» **Activity**
Every line from the start of the data through the line containing "filter:drop-shadow(2px 0 #524839)" should be retyped exactly; the pictures should not.
*** Opening Material for this exercise ***
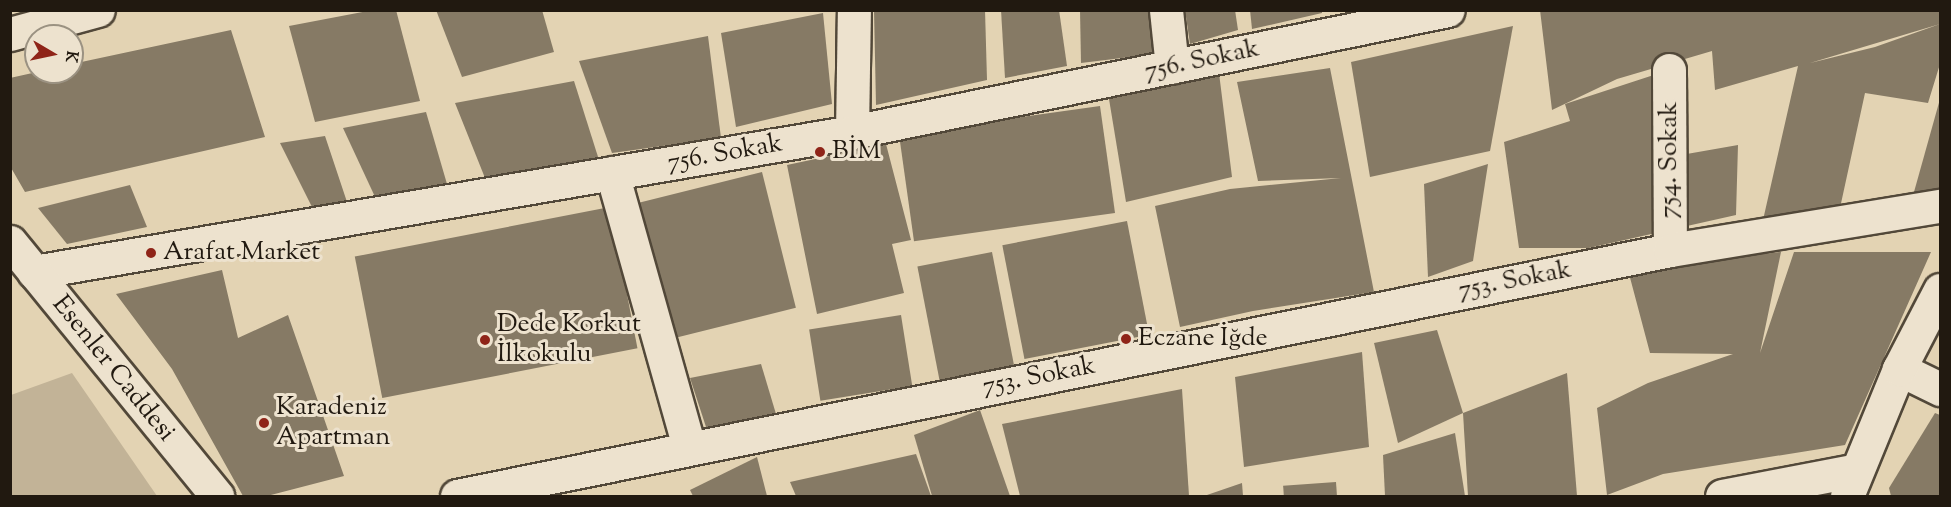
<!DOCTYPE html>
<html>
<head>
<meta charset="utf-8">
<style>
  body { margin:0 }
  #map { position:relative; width:1951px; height:507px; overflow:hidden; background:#e3d3b3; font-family:"Sorts Mill Goudy",serif }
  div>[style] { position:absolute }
  .green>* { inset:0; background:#c2b397 }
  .building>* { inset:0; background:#867a65; transform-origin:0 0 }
  .roads { filter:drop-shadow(2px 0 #524839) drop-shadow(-2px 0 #524839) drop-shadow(0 2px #524839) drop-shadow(0 -2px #524839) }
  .street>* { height:33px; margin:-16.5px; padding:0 16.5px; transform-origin:16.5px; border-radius:16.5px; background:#ede2ce }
  .secondary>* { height:33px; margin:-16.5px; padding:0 16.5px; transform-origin:16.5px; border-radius:16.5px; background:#ede2ce }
  .dots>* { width:16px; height:16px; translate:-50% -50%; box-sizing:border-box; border:3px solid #ede2ce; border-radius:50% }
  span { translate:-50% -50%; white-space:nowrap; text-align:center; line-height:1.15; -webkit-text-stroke:6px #ede2ce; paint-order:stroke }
  .street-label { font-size:26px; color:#211910 }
  .poi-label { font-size:26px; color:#211910 }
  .left { translate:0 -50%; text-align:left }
  .frame { position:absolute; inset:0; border:12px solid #211910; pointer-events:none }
  .north { position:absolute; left:24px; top:24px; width:60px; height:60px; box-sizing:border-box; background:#ede2ce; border:2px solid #9b9282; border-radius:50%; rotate:99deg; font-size:16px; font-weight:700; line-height:24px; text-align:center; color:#211910 }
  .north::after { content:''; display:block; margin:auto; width:21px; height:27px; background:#8f2418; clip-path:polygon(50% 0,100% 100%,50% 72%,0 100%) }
</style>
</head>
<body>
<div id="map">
  <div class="green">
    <i style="clip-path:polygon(72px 373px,157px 496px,11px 496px,11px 395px)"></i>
  </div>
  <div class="building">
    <i style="clip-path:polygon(373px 10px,396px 10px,420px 101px,315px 122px,289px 26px)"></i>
    <i style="clip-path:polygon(436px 10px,542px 10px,554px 52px,462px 77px)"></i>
    <i style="clip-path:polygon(874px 10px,985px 10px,987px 80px,876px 105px)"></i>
    <i style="clip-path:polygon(1001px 10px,1059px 10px,1067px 66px,1005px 78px)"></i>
    <i style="clip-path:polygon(1080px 10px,1151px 10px,1155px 54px,1081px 63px)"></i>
    <i style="clip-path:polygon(1185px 10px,1235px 10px,1238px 30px,1190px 44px)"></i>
    <i style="clip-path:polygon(1250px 10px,1322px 10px,1322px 13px,1252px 29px)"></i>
    <i style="clip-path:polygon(1540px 10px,1940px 10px,1940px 24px,1810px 63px,1875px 47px,1940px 24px,1940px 64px,1928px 103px,1865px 93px,1840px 208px,1763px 220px,1798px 66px,1715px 90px,1712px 51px,1617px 79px,1552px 110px)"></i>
    <i style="clip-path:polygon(823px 13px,832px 104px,736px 127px,721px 33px)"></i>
    <i style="clip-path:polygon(1513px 26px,1490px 151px,1370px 177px,1351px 62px)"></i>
    <i style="clip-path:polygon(231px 30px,265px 137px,25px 192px,10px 166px,10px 78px,37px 72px,72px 72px,72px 64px)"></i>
    <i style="clip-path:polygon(708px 36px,721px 138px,612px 153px,579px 61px)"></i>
    <i style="clip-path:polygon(1330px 68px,1374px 292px,1253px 311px,1180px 327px,1155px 206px,1230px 189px,1341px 178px,1258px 181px,1237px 82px)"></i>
    <i style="clip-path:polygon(1669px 70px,1681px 155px,1738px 145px,1736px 215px,1589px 248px,1519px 248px,1504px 142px,1570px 121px,1565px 104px)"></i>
    <i style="clip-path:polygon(1219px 73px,1232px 177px,1126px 202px,1109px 99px)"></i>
    <i style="clip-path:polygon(574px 81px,599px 160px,487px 183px,455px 103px)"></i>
    <i style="clip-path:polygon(1940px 99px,1940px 194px,1914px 192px)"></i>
    <i style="left:1100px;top:106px;width:108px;height:203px;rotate:82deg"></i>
    <i style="clip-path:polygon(426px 112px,447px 184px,376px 199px,343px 128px)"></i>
    <i style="clip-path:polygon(325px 136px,348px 205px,313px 209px,280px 143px)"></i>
    <i style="clip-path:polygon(886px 144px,911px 240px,892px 244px,904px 293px,817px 314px,787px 165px)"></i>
    <i style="clip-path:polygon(1488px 164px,1473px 261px,1428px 277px,1424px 184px)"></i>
    <i style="left:762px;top:172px;width:140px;height:129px;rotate:76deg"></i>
    <i style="clip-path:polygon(130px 185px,147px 227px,67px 244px,38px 208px)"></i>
    <i style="left:610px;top:207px;width:144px;height:260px;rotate:79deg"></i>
    <i style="left:1127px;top:221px;width:116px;height:127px;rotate:79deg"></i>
    <i style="left:992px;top:252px;width:116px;height:76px;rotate:79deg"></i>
    <i style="clip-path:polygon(1781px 252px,1760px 353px,1794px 252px,1931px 252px,1845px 445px,1663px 474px,1607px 495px,1597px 408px,1648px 383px,1733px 354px,1650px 353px,1628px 270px)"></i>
    <i style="clip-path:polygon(222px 270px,238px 338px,288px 315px,344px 476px,267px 496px,243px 496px,172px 369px,116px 294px)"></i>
    <i style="left:901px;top:315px;width:72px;height:93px;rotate:81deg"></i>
    <i style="clip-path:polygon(1437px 330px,1463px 413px,1398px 443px,1374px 343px)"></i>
    <i style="clip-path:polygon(1362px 352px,1369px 447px,1244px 467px,1235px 377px)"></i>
    <i style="clip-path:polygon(761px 364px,776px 414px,707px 430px,690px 378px)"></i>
    <i style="clip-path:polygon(1567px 373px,1577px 496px,1468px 496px,1463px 413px)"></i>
    <i style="clip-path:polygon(1182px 389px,1189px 496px,1020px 496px,1002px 424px)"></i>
    <i style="clip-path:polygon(980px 410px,1010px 496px,932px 496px,914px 435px)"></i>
    <i style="clip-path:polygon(1935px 413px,1940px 415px,1940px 496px,1891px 496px,1889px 488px)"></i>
    <i style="clip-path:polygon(1455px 433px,1465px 496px,1385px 496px,1383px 455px)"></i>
    <i style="clip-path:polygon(916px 454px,931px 496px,796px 496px,790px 482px)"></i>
    <i style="clip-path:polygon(757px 457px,767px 496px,693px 496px,690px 490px)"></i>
    <i style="left:1336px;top:482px;width:14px;height:53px;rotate:86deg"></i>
    <i style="clip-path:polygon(1242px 483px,1243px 496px,1204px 496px)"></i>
  </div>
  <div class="roads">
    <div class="street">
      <i style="left:1166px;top:10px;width:57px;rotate:84deg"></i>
      <i style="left:10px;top:34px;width:91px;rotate:-15.3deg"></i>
      <i style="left:1669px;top:70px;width:180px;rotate:89.7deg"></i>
      <i style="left:852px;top:132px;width:122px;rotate:-89.1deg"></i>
      <i style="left:612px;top:173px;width:285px;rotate:74.3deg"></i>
      <i style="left:34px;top:272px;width:830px;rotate:-9.71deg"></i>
      <i style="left:852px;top:132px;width:608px;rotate:-11.57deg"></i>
      <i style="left:1899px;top:369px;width:46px;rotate:26deg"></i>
      <i style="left:457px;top:496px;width:1238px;rotate:-11.46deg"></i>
      <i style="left:1670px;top:250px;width:274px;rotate:-9.3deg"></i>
      <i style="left:1722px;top:496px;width:137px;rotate:-10.9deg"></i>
    </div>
    <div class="secondary">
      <i style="left:10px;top:242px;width:328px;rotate:50.8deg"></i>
      <i style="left:1847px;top:496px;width:137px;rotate:-67.7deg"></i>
      <i style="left:1899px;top:369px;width:89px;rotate:-62.6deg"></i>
    </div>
  </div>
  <div class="dots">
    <i style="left:820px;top:152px;background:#8f2418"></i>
    <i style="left:151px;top:253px;background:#8f2418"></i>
    <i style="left:1126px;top:339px;background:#8f2418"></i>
    <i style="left:485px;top:340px;background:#8f2418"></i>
    <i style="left:264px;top:423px;background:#8f2418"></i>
  </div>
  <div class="street-label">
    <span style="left:1202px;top:61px;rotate:-12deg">756. Sokak</span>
    <span style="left:725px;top:154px;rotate:-10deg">756. Sokak</span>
    <span style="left:1670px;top:160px;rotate:-90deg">754. Sokak</span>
    <span style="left:1515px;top:281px;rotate:-11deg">753. Sokak</span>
    <span style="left:113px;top:369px;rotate:51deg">Esenler Caddesi</span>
    <span style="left:1039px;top:377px;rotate:-11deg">753. Sokak</span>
  </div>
  <div class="poi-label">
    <span class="left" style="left:832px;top:152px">BİM</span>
    <span class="left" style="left:163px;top:253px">Arafat Market</span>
    <span class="left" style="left:497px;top:340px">Dede Korkut<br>İlkokulu</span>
    <span class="left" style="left:1138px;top:339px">Eczane İğde</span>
    <span class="left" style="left:276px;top:423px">Karadeniz<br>Apartman</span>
  </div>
  <div class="frame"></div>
  <div class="north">K</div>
</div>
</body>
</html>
*** Closing Material for this exercise ***
» **Problem solution**
<!DOCTYPE html>
<html>
<head>
<meta charset="utf-8">
<style>
  body { margin:0 }
  #map { position:relative; width:1951px; height:507px; overflow:hidden; background:#e3d3b3; font-family:"Sorts Mill Goudy",serif }
  div>[style] { position:absolute }
  .green>* { inset:0; background:#c2b397 }
  .building>* { inset:0; background:#867a65; transform-origin:0 0 }
  .roads { filter:drop-shadow(2px 0 #524839) drop-shadow(-2px 0 #524839) drop-shadow(0 2px #524839) drop-shadow(0 -2px #524839) }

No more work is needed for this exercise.